Some protesters call on army to defend the people

04 June, 19:55

    (by Francesco Cerri) (ANSAmed) - ANKARA, JUNE 4 - In a country in which tens of thousands of demonstrators have been taking to the streets for a week, clashing with Premier Recep Tayyip Erdogan's police as they lay claim to the inheritance of the nation's secular founding father Mustafa Kemal Ataturk, the silence of the army has been deafening.

    This would be normal in a consolidated European democracy but not in Turkey, where the military has been the defender of the country's independence and its secular nature since Ataturk founded the republic on the ruins of the Ottoman Empire in 1923.

    Since then, the Turkish military has taken power four times, while in 1997, the generals forced then-Islamic premier Nekmettin Erbakan, political guide to Erdogan, to resign.

    ''Where is the military?'' ask some anti-Erdogan demonstrators while denouncing ''ferocious'' police violence. ''Why doesn't the army intervene to defend its people'', @SimonekeNaomo tweeted today at 4:26pm. ''Forget about the bombs and stand up for the people at last'', @Freiravmpazer agreed. It has only been 10 years, but today's Turkey seems light years from 2002, when Erdogan and his Justice and Development Party (AKP) came to power and the Islamic premier and the army engaged in a struggle for power, which Erdogan won.

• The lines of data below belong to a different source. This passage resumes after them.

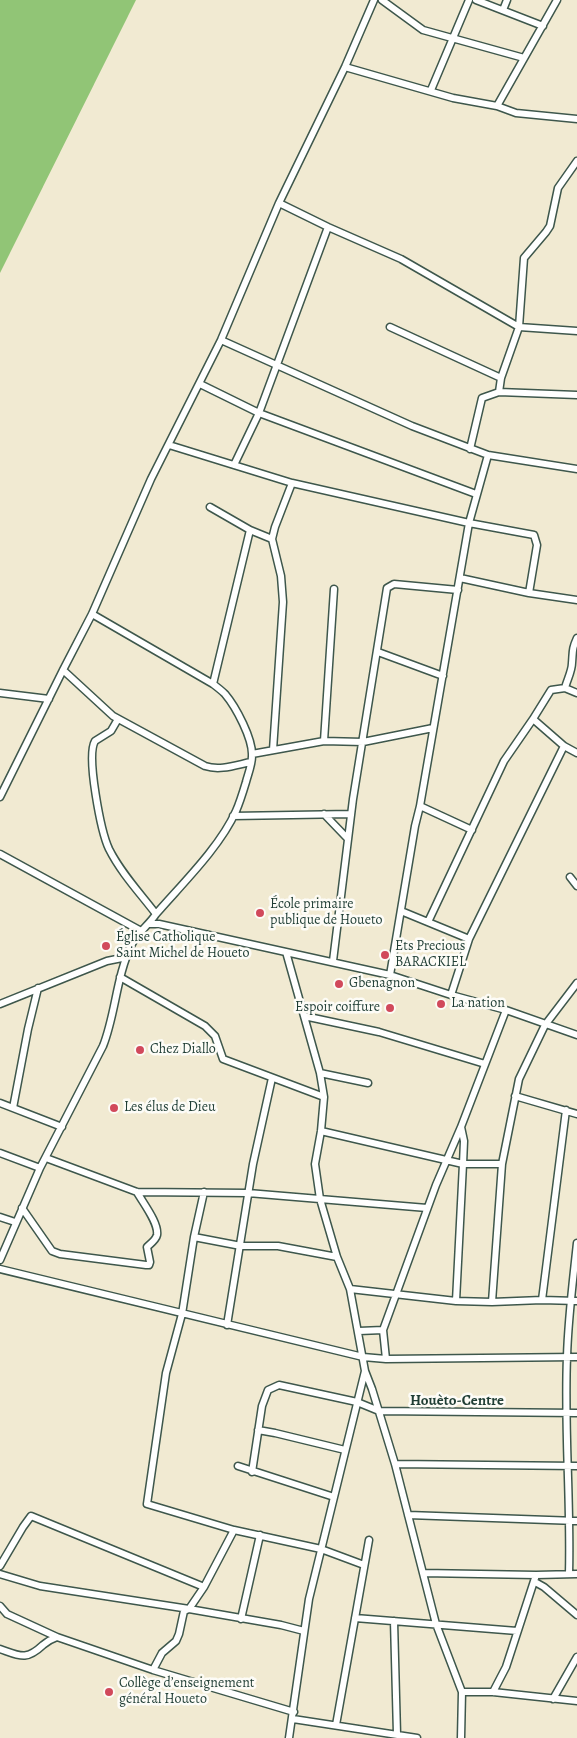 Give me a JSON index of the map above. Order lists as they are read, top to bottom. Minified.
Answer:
{"districts":["Houèto-Centre"],"places":["École primaire publique de Houeto","Église Catholique Saint Michel de Houeto","Ets Precious BARACKIEL","Gbenagnon","La nation","Espoir coiffure","Chez Diallo","Les élus de Dieu","Collège d’enseignement général Houeto"]} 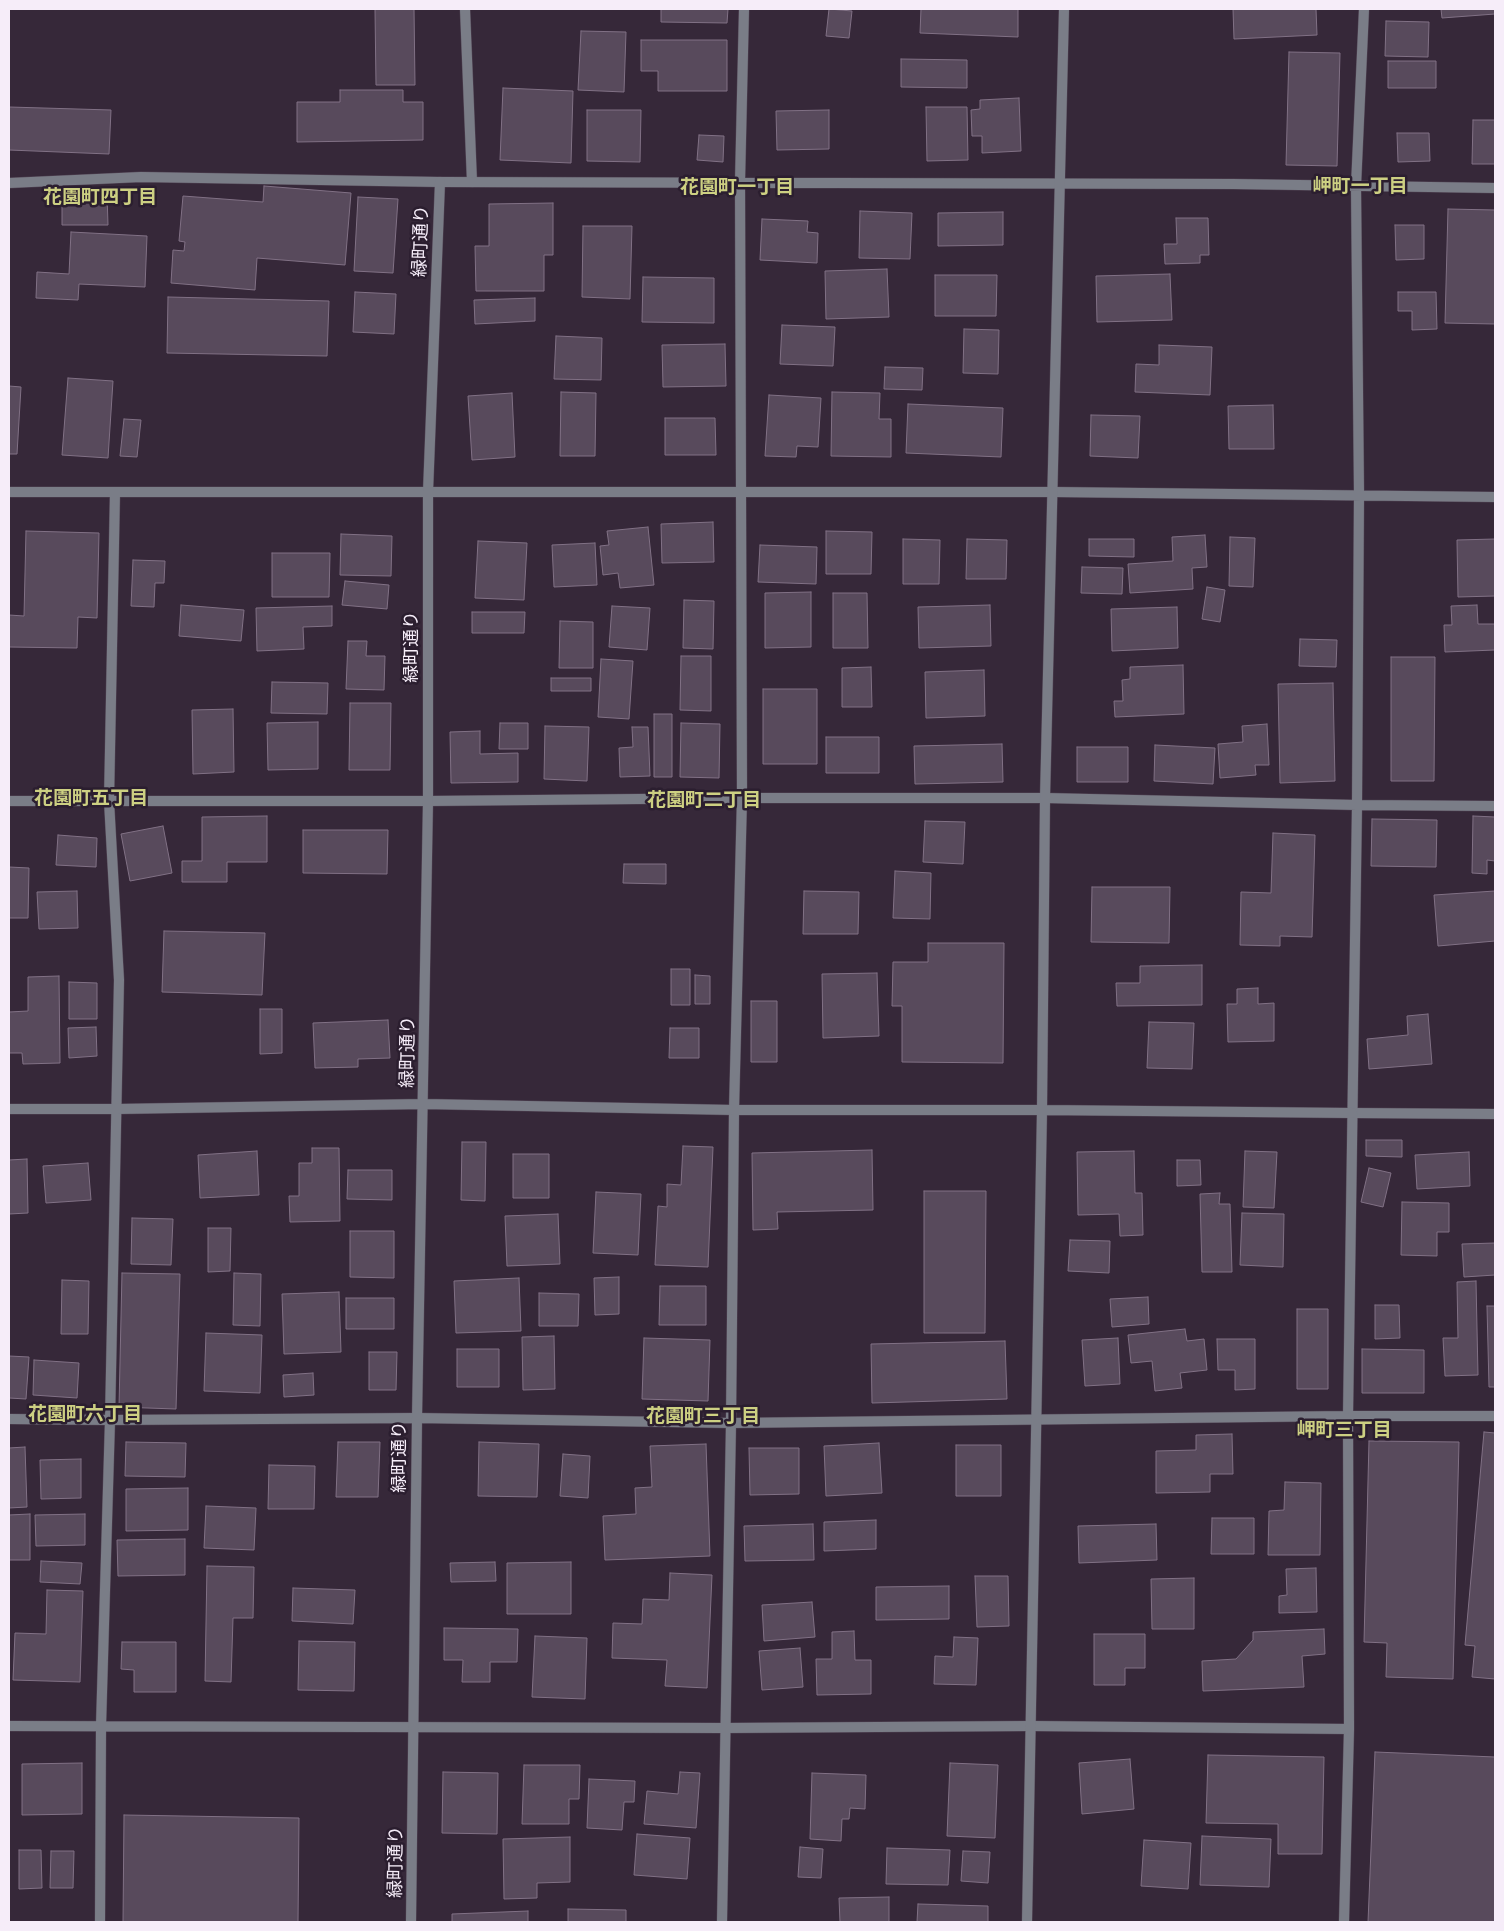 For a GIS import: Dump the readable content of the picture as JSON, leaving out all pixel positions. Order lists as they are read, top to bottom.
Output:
{
  "streets": {
    "street": ["緑町通り"]
  },
  "districts": [
    "岬町一丁目",
    "花園町一丁目",
    "花園町四丁目",
    "花園町五丁目",
    "花園町二丁目",
    "花園町六丁目",
    "花園町三丁目",
    "岬町三丁目"
  ]
}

    With support from the EU, which posited a military well confined to its barracks as a precondition for talks, the generals gradually abdicated their role as guarantors of Ataturk's secular values. Erdogan's special tribunals, which the opposition denounced as a witch hunt and which sent hundreds of high ranking officers to prison on charges of plotting to overthrow the government, appear to have given the coup de grace.

    One in five generals of what is the second-strongest NATO army is now behind bars. Three of them were sentenced to life in prison in September, while prosecutors asked for life sentences against another 113 officers in April.

    Crushed, demoralized, stripped of their prestige and their privileges, the generals have not so far reacted. But the backbone of the Turkish military remains fundamentally secular and Ataturkian. Many of them voted AKP in the last elections, not because of religious faith but because, as one high-ranking officer explained, Erdogan ''put the economy back on track, tripled per capita income, made Turkey the 17th world economy, a regional power''.

    But the army's secular soul remains. ''If he tries to institute an Islamic republic, we will stop him'', the officer promised.

    This is exactly what the demonstrators are denouncing: the risk of a slide towards an authoritarian Islamic regime. The army has kept silent, for now. But not all the protesters are unhappy about this.

    At 4:29pm, @Fulyacandas tweets back at @SimonekeNaomo: ''We don't want the military to intervene. This is a civil protest.

    The army is no solution''. (ANSAmed).